Protects the movement of the watch
Wearing a watch on your non-dominant hand helps keep your watch safe. This is because you do not use this hand to do tasks. Rigorous shocks can really damage the mechanism of your watch and reduce its lifespan. It will not be a good idea to use a hammer with your watch on the arm you are hammering with.
Is There a Rule For Women?
There are mixed opinions about this and there is no set rule. Recent fashion trends have women wear it on their right hand. This is to look stylish and attract attention. The claim that women only wear their watches on their right hand has no evidence to support this.
This all comes down to preference and your own convenience. Wearing your watch on your non-dominant hand is the best way to go. You do not have to follow this either if you don’t want to. You are not breaking any rules.
Is there any psychology behind wearing it left or right?
There are claims that there are psychological reasons for wearing your watch on either wrist.
Some people say for woman, wearing a watch on the right-hand shows confidence and looks feminine. There are others of the opinion that whichever wrist you wear it on is genetic. There is no evidence to back these claims.
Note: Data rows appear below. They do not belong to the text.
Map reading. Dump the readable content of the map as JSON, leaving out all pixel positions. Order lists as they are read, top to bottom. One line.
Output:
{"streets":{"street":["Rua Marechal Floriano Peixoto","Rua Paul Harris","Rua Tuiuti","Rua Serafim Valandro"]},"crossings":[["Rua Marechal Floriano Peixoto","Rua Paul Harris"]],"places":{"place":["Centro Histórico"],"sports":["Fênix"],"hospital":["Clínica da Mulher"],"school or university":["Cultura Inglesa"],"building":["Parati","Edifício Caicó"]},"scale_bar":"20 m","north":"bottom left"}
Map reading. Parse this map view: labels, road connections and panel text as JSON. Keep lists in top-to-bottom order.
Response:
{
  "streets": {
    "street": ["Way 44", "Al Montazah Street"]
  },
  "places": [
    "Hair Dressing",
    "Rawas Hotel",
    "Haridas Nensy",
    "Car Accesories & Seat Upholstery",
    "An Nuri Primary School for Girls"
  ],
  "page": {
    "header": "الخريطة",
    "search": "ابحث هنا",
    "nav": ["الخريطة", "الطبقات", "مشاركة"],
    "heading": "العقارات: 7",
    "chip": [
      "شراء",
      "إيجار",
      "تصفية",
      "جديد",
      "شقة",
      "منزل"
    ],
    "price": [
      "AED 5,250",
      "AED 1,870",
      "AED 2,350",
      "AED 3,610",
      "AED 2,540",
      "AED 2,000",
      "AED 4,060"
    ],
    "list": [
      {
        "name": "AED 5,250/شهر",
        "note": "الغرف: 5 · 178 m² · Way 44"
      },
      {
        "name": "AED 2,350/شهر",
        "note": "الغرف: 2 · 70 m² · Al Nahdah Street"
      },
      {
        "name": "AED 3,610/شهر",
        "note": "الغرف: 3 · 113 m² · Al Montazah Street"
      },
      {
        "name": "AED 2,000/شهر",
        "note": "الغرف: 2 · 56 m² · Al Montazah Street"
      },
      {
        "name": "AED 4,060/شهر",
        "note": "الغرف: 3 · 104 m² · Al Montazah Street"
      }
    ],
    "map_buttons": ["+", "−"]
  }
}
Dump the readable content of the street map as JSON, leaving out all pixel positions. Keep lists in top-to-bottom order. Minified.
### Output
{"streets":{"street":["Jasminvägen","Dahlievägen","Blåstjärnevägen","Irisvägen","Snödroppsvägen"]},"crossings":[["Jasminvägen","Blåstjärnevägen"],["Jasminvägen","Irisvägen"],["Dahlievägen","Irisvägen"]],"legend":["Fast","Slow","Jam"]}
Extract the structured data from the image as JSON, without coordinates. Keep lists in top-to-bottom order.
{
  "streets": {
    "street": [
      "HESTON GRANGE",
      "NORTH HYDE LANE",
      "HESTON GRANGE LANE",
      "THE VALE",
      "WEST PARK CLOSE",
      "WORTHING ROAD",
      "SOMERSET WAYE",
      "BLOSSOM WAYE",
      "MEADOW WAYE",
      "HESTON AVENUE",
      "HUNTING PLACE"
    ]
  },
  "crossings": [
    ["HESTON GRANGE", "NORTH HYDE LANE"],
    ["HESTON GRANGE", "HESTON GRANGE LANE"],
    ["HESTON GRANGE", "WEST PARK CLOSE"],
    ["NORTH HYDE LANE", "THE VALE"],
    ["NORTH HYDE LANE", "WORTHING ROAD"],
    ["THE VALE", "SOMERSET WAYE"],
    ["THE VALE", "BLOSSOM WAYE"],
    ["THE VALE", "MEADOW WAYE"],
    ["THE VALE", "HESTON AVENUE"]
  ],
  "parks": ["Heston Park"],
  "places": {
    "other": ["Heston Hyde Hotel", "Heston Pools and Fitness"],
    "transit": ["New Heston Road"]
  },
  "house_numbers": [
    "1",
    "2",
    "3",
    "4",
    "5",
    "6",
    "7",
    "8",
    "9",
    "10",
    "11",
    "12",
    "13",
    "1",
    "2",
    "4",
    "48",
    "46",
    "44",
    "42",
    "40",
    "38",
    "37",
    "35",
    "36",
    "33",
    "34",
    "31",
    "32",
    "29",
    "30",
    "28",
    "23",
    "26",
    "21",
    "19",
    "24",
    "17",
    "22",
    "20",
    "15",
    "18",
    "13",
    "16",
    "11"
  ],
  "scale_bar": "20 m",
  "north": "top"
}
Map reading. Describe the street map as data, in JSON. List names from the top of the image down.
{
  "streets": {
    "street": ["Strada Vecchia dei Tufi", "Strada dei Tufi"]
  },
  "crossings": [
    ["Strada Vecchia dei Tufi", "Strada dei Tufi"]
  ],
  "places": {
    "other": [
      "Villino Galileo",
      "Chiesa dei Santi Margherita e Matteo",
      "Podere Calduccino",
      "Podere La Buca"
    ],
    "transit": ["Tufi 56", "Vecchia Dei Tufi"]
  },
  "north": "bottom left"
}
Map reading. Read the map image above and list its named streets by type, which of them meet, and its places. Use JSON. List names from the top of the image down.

Fashion experts at GQ just put it simply ‘wear it on your left wrist if you’re right-handed and to wear it on your right if you’re left-handed’.
Other than that it all comes down to your own preference. Nobody can tell you what hand you should be wearing it on. As long as you are comfortable wearing it, that’s all that matters.
Which Wrist Should I Choose?
You’ll probably want to experiment with your own wrist position before you decide on a particular one. You might find it easier to wear the watch on the right wrist for a while and then switch to the left wrist. Or, you might find that wearing the watch on your left wrist for a while, and then switching back to the right wrist, works better for you.
In most cases, people wear it on their non-dominant hand. This is not always the case. You decide what works for you.